1

I have more than 5 Million pairs of two 3D Vectors and I need to calculate the angle between each pair. I tried with:

# calculate angle 
def unit_vector(vector):
    return vector / np.linalg.norm(vector)

def angle_between(v1, v2):
    v1_u = unit_vector(v1)
    v2_u = unit_vector(v2)
    return np.arccos(np.clip(np.dot(v1_u, v2_u), -1.0, 1.0))

as in this post

E.g.:

a=[[1,1,1],[1,2,1],[6,4,5]]
b=[[1,0,0],[6,2,2],[1,9,2]]

anglevec=np.zeros(len(a))

for i in range(len(a)):
    anglevec[i]=angle_between(a[i], b[i])

print(anglevec)

but the implementation with the loop is far too slow.

Can anyone help?

smaica
  • 397
  • 6
  • 19
  • The problem is: do you really need the angle? With many 3d (and 2d) calculations, you can often skip the angle (arccos) and compare the dot product (or product*s*) itself. Arccos is the worst one here for performance, dot product is made of simple calculations. – h4z3 Jun 12 '19 at 10:01
  • 1
    If you're desperate enough you could create an arccos lookup table, say with thousands of entries. Then the argument can be scaled and truncated to an integer, the index in your table. Lookups are fast. Your precision would be limited but you could estimate the error and see if you could live with it. – Mike O'Connor Jun 12 '19 at 10:30
  • when I precalculate the unit vectors, can I do the dot product without looping over a and b? – smaica Jun 12 '19 at 10:41

2 Answers2

1

A Numba approach

The task is quite simple to implement eg. https://stackoverflow.com/a/16544330/4045774 The only problem is that Python loops are extremely slow. This can be avoided by using Numba or Cython.

Example

import numba as nb
import numpy as np

#You can disable parallelization with parallel=False
@nb.njit(fastmath=True,error_model="numpy",parallel=True)
def angle(v1,v2):
    #Check the dimensions, this may also have an effect on SIMD-vectorization
    assert v1.shape[1]==3
    assert v2.shape[1]==3
    res=np.empty(v1.shape[0])

    for i in nb.prange(v1.shape[0]):
        dot=0.
        a=0.
        b=0.
        for j in range(3):
            dot+=v1[i,j]*v2[i,j]
            a+=v1[i,j]**2
            b+=v2[i,j]**2
        res[i]=np.arccos(dot/(np.sqrt(a*b)))
    return res

Timings

#Use numpy-arrays when working with arrays
a=np.random.rand(500_000,3)
b=np.random.rand(500_000,3)

%timeit res=your_func(a,b)
5.65 s ± 45.5 ms per loop (mean ± std. dev. of 7 runs, 1 loop each)
%timeit res=angle(a,b) #without using Numba 
3.15 s ± 13 ms per loop (mean ± std. dev. of 7 runs, 1 loop each)
%timeit res=angle(a,b) #with Numba
2.13 ms ± 441 µs per loop (mean ± std. dev. of 7 runs, 1 loop each)
max9111
  • 5,288
  • 1
  • 11
  • 22
-1

Here a solution using Pool and Pool.map.

from multiprocessing import Pool, cpu_count
import numpy as np

def unit_vector(vector):
    return vector / np.linalg.norm(vector)

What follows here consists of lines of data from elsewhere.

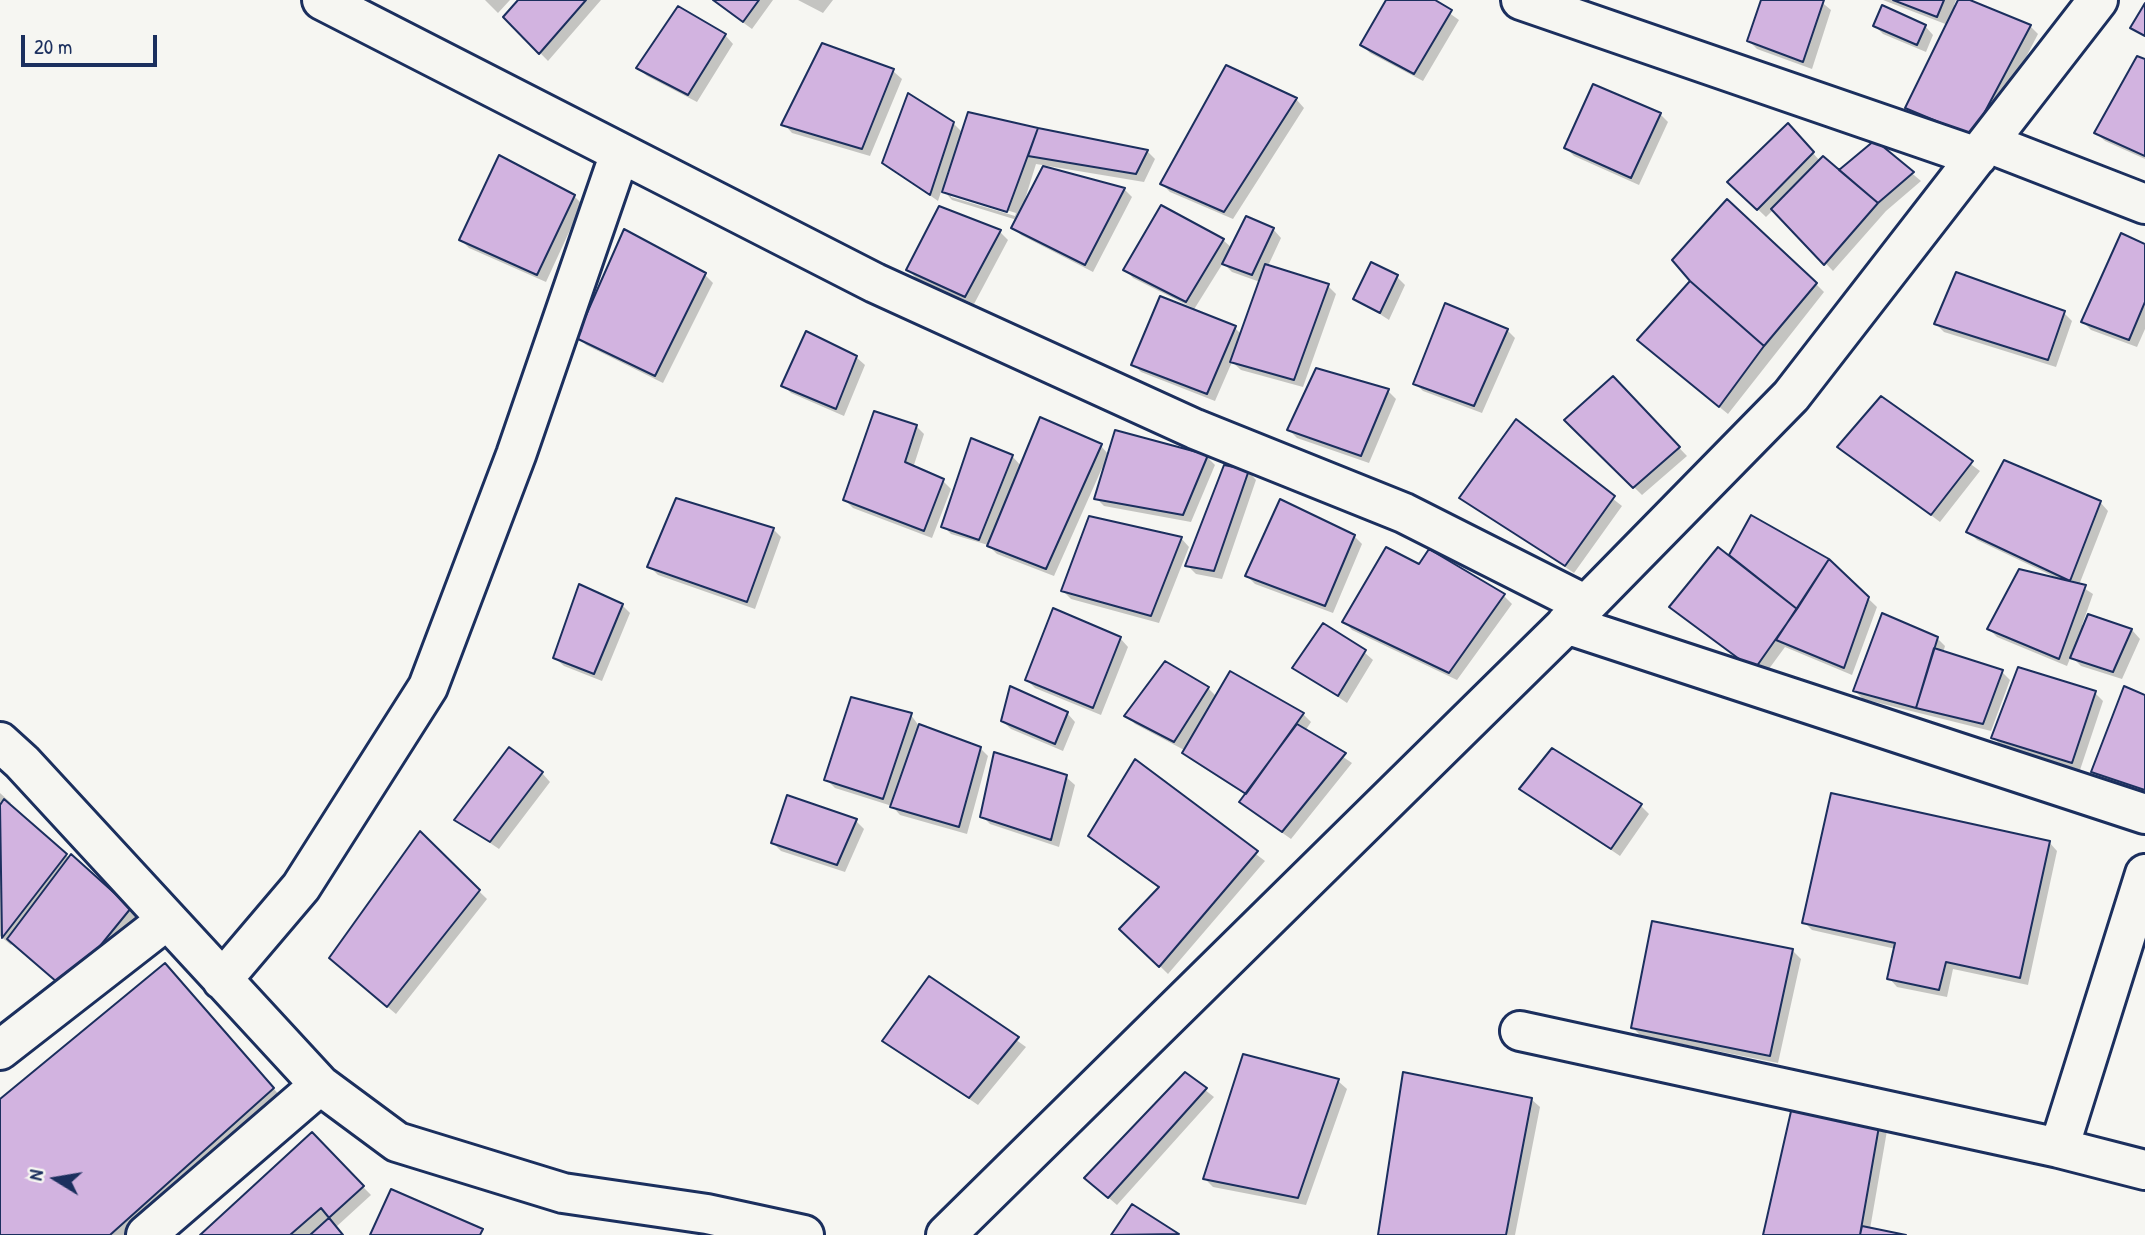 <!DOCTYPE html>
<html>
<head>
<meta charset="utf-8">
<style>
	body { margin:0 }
	#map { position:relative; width:2145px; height:1235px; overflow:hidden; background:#f6f6f2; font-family:"Patrick Hand",sans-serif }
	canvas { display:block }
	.north { position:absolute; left:21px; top:1144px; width:70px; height:70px; -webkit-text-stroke:5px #f6f6f2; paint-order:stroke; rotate:281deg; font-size:19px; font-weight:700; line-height:28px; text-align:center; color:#1b2f5e }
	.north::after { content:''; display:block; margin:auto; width:24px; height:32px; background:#1b2f5e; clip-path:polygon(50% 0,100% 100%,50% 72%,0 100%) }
	.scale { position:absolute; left:21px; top:35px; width:136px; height:32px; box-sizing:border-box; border:4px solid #1b2f5e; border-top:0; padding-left:9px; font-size:21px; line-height:24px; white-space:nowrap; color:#1b2f5e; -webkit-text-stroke:5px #f6f6f2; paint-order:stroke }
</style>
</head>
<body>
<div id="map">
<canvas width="2145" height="1235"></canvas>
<div class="north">N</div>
<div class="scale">20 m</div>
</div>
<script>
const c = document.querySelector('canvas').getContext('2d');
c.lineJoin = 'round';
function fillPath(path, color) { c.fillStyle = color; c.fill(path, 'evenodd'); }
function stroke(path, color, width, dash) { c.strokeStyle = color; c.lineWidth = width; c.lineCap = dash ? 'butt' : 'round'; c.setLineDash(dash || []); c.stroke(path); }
fillPath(new Path2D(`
	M485 0H510L498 13Z
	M520 0H601L548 61 505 17Z
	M712 0H773L752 29Z
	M798 0H833L823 13Z
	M1388 0H1431L1459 20 1423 81 1370 53 1362 45Z
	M1763 0H1819L1831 10 1812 69 1757 49 1749 41Z
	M1883 0H1956L1954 5 1957 7 1960 0H1966L2030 26 2038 34 1981 144 1915 116 1907 107 1948 25Z
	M1875 26H1925L1933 35 1926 52 1883 34Z
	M725 35 733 44 697 102 647 76 638 68Z
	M823 45 893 71 902 79 870 156 792 133 784 124Z
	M2145 61V159L2105 141 2096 133Z
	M1226 67 1296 99 1304 108 1233 219 1170 192 1162 184Z
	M969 114 1147 151 1155 159 1144 182 1036 164 1021 212 1124 189 1132 197 1093 272 1021 235 1013 227 1017 220 952 200 942 189 938 201 884 163 953 123 963 133ZM951 193 1016 213 1015 216 951 197Z
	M1660 114 1668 122 1639 185 1574 156 1566 148Z
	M1796 134 1820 161 1839 172 1875 142 1921 181 1886 211 1833 271 1774 209 1766 217 1729 182Z
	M574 196 582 204 546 282 469 248 461 240Z
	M1273 229 1281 238 1268 266 1328 286 1336 294 1303 387 1241 370 1232 362 1215 401 1141 372 1133 364 1193 308 1133 278 1125 269 1223 240 1232 248ZM1223 263 1232 272 1260 282 1242 335 1235 328 1193 311Z
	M1000 232 1008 240 974 304 916 278 908 270Z
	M2145 246V329L2137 347 2091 330 2083 322Z
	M705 275 713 283 663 383 586 345 578 337Z
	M1397 277 1405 285 1389 320 1355 298Z
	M1816 284 1824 292 1728 414 1647 348Z
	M2064 313 2072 321 2056 367 1944 332 1936 324Z
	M1507 330 1515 338 1482 413 1423 391 1415 383Z
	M856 357 865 365 844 416 791 393 783 385Z
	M1317 370 1388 391 1396 399 1369 463 1297 438 1289 430Z
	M1613 379 1687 456 1642 495 1567 421Z
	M1882 398 1980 471 1940 522 1839 446Z
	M1516 422 1622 506 1574 573 1462 498Z
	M916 426 924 434 913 468 943 481 951 489 932 538 853 508 845 500Z
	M972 441 1013 457 1021 466 1101 446 1109 455 1207 457 1215 465 1191 522 1104 506 1096 498 1103 466 1054 576 997 554 988 545 951 534 943 526Z
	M1248 471 1256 480 1222 579 1196 574 1187 565Z
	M2100 502 2108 511 2079 585 2093 594 2082 625 2085 626 2089 616 2132 630 2140 639 2122 679 2081 666 2071 656 2067 666 1997 637 1989 629 2057 578 1977 540 1969 532Z
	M1751 517 1828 560 1877 607 1852 675 1785 647 1763 677 1680 615 1730 558Z
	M773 529 781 537 755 609 658 575 650 567Z
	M1354 536 1362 544 1333 613 1255 584 1247 576Z
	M1181 538 1189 547 1159 623 1071 599 1063 591Z
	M1419 566 1504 596 1512 604 1457 680 1352 630 1344 621Z
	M622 605 630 613 602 681 564 666 555 658Z
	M1120 638 1128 647 1101 715 1035 688 1027 680Z
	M1937 638 1945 646 1943 653 2002 672 2010 680 1991 731 1863 699 1855 691Z
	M1364 652 1373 660 1347 703 1295 668Z
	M1208 688 1217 697 1303 714 1311 722 1305 731 1352 763 1291 839 1250 810 1242 802 1246 795 1193 761 1186 751 1135 724 1127 716Z
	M2095 693 2103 701 2080 770 2002 746 1993 738Z
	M2145 696V795L2101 780 2093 772Z
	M852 699 911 715 919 726 980 748 988 756 967 834 900 815 892 806 835 788 826 779Z
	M1067 713 1075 722 1063 751 1011 729 1002 721Z
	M1135 762 1265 861 1168 974 1122 929 1160 889 1099 844Z
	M542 773 550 782 499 849 456 820Z
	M1066 777 1075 785 1059 847 990 824 982 816Z
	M1521 789 1641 806 1649 814 1620 856Z
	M0 793 11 803 9 805 138 918 74 996 13 943 11 945 0 936Z
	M856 821 864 829 845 872 781 851 773 843Z
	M420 834 487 899 396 1014 339 966Z
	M2049 842 2057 851 2028 985 1953 969 1947 997 1897 987 1889 978 1896 949 1812 930 1804 922Z
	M1792 950 1801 959 1778 1063 1641 1036 1633 1028Z
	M173 973 281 1097 127 1235H0V1101Z
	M930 978 1026 1047 978 1105 884 1041Z
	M1244 1056 1338 1081 1347 1089 1306 1205 1213 1187 1205 1179Z
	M1185 1074 1214 1097 1117 1205 1095 1186Z
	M1531 1099 1540 1107 1515 1235H1380Z
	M1796 1100 1888 1125 1870 1229 1897 1235H1765Z
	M312 1135 371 1195 336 1227 343 1235H202Z
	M1133 1207 1176 1235H1113Z`), '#0003');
const building = new Path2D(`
	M518 0H586L539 54 503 17Z
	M713 0H759L743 22Z
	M1386 0H1435L1452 10 1414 74 1360 45Z
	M1761 0H1824L1803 62 1747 41Z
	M1893 0H1944L1937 17Z
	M1958 0H1970L2031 25 1972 136 1905 108Z
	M2145 3V36L2130 28Z
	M1882 5 1926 25 1917 45 1873 26Z
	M678 6 726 34 688 95 636 68Z
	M822 43 894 69 862 149 781 125Z
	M2137 56 2145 59V156L2094 133Z
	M1226 65 1297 98 1224 212 1160 184Z
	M1593 84 1661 113 1631 178 1564 148Z
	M908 93 954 122 930 195 882 163Z
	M968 112 1038 128 1007 212 942 192Z
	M1788 123 1814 152 1757 210 1727 182Z
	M1038 128 1148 150 1136 174 1028 156Z
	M1875 140 1914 172 1878 203 1839 170Z
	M499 155 575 195 537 275 459 240Z
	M1823 156 1878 203 1824 265 1771 209Z
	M1043 166 1125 188 1085 265 1011 228Z
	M1727 199 1817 283 1764 346 1690 281 1672 260Z
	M1161 205 1224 239 1186 302 1123 270Z
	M939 206 1001 230 965 297 906 270Z
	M1246 216 1274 228 1252 275 1222 264Z
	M624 229 706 273 655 376 576 338Z
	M2121 233 2145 244V302L2129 340 2081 322Z
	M1371 262 1398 275 1380 313 1353 299Z
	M1265 264 1329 284 1294 380 1230 362Z
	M1956 272 2065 311 2048 360 1934 324Z
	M1690 281 1764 346 1719 407 1637 340Z
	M1160 296 1236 326 1207 394 1131 365Z
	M1445 303 1508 329 1474 406 1413 384Z
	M806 331 857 356 836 409 781 386Z
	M1316 368 1389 389 1361 456 1287 430Z
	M1613 376 1680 447 1633 488 1564 420Z
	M1881 396 1973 461 1931 515 1837 447Z
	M874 411 917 425 905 462 944 479 924 531 843 500Z
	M1040 417 1102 444 1046 569 987 546Z
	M1516 419 1615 496 1565 566 1459 498Z
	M1115 430 1208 455 1183 515 1094 499Z
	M971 438 1013 455 979 540 941 527Z
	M2004 460 2101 501 2070 581 1966 532Z
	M1224 465 1249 470 1214 571 1185 566Z
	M676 498 774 528 747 602 647 567Z
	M1280 499 1355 535 1325 606 1245 576Z
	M1751 515 1829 559 1797 609 1729 555Z
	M1089 516 1182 537 1151 616 1061 591Z
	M1386 547 1419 564 1429 549 1505 594 1449 673 1342 622Z
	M1718 547 1797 609 1754 670 1669 607Z
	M1829 559 1869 597 1844 668 1776 640Z
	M2019 569 2086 585 2059 659 1987 629Z
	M579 584 623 604 594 674 553 658Z
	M1053 608 1121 637 1093 708 1025 680Z
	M1882 613 1938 637 1916 708 1853 691Z
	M2088 614 2132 629 2113 672 2070 658Z
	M1323 623 1366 650 1338 696 1292 668Z
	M1934 648 2003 670 1983 724 1916 708Z
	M1165 661 1209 687 1174 742 1124 716Z
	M2018 667 2096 691 2072 763 1991 738Z
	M1230 671 1304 713 1246 794 1182 753Z
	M1010 686 1068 712 1055 744 1001 721Z
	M2124 686 2145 695V790L2091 772Z
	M851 697 912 713 883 799 824 780Z
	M919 724 981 747 959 827 890 807Z
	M1297 724 1346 753 1282 832 1239 802Z
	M509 747 543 772 490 842 454 820Z
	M1552 748 1642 804 1611 849 1519 789Z
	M994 752 1067 775 1051 840 980 817Z
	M1135 759 1258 851 1159 967 1119 929 1159 887 1088 836Z
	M1831 793 2050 841 2020 978 1946 962 1939 990 1887 979 1895 943 1802 923Z
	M787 795 857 819 837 865 771 843Z
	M4 799 67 854 2 938 0 805Z
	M420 831 480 890 387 1007 329 958Z
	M71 854 131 908 65 989 7 939Z
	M1652 921 1793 949 1770 1056 1631 1028Z
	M165 963 274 1088 110 1235H0V1099Z
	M929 976 1019 1037 969 1098 882 1041Z
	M1243 1054 1339 1079 1298 1198 1203 1179Z
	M1185 1072 1207 1088 1108 1198 1084 1178Z
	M1403 1072 1532 1098 1506 1235H1378Z
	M1794 1098 1881 1115 1860 1235H1763Z
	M312 1132 364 1186 310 1235H200Z
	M391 1189 483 1229 480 1235H370Z
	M1132 1204 1179 1234 1111 1235Z
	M321 1208 343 1235H290Z
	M1862 1226 1906 1235H1860Z`);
fillPath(building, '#d2b3e0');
stroke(building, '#1b2f5e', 2);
const minor = new Path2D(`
	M322 0 875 283 1195 429 1404 513 1586 605
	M1521 0 1977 157
	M1988 143 2145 204
	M1566 624 2145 814
	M0 742 22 762 320 1085 397 1142 563 1193 707 1214 804 1235
	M222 980 301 887 428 687 516 455 620 153
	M1520 1031 2059 1148 2145 1170
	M0 1050 167 920
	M2059 1148 2145 874
	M146 1235 320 1085
	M946 1235 1586 605 1791 396 2098 0`);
stroke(minor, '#1b2f5e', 44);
stroke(minor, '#f6f6f2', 38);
</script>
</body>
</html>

def angle_between(v1, v2):
    #if you want to maximize speed, avoid making variables
    #v1_u = unit_vector(v1)
    #v2_u = unit_vector(v2)
    return np.arccos(np.clip(np.dot(unit_vector(v1_u),unit_vector(v2_u)),-1.0,1.0))

def calc_angle(_list):
    #use list unpacking instead of instantiate variables
    return angle_between(*_list) 


a=[[1,1,1],[1,2,1],[6,4,5]]
b=[[1,0,0],[6,2,2],[1,9,2]]

with Pool(cpu_count()) as p: #use the context manager
    angles = p.map(calc_angle, zip(a,b))

The output:

>>> angles
[0.9553166181245092, 0.7398807743787404, 0.8775836986593762]
alec_djinn
  • 7,288
  • 8
  • 29
  • 58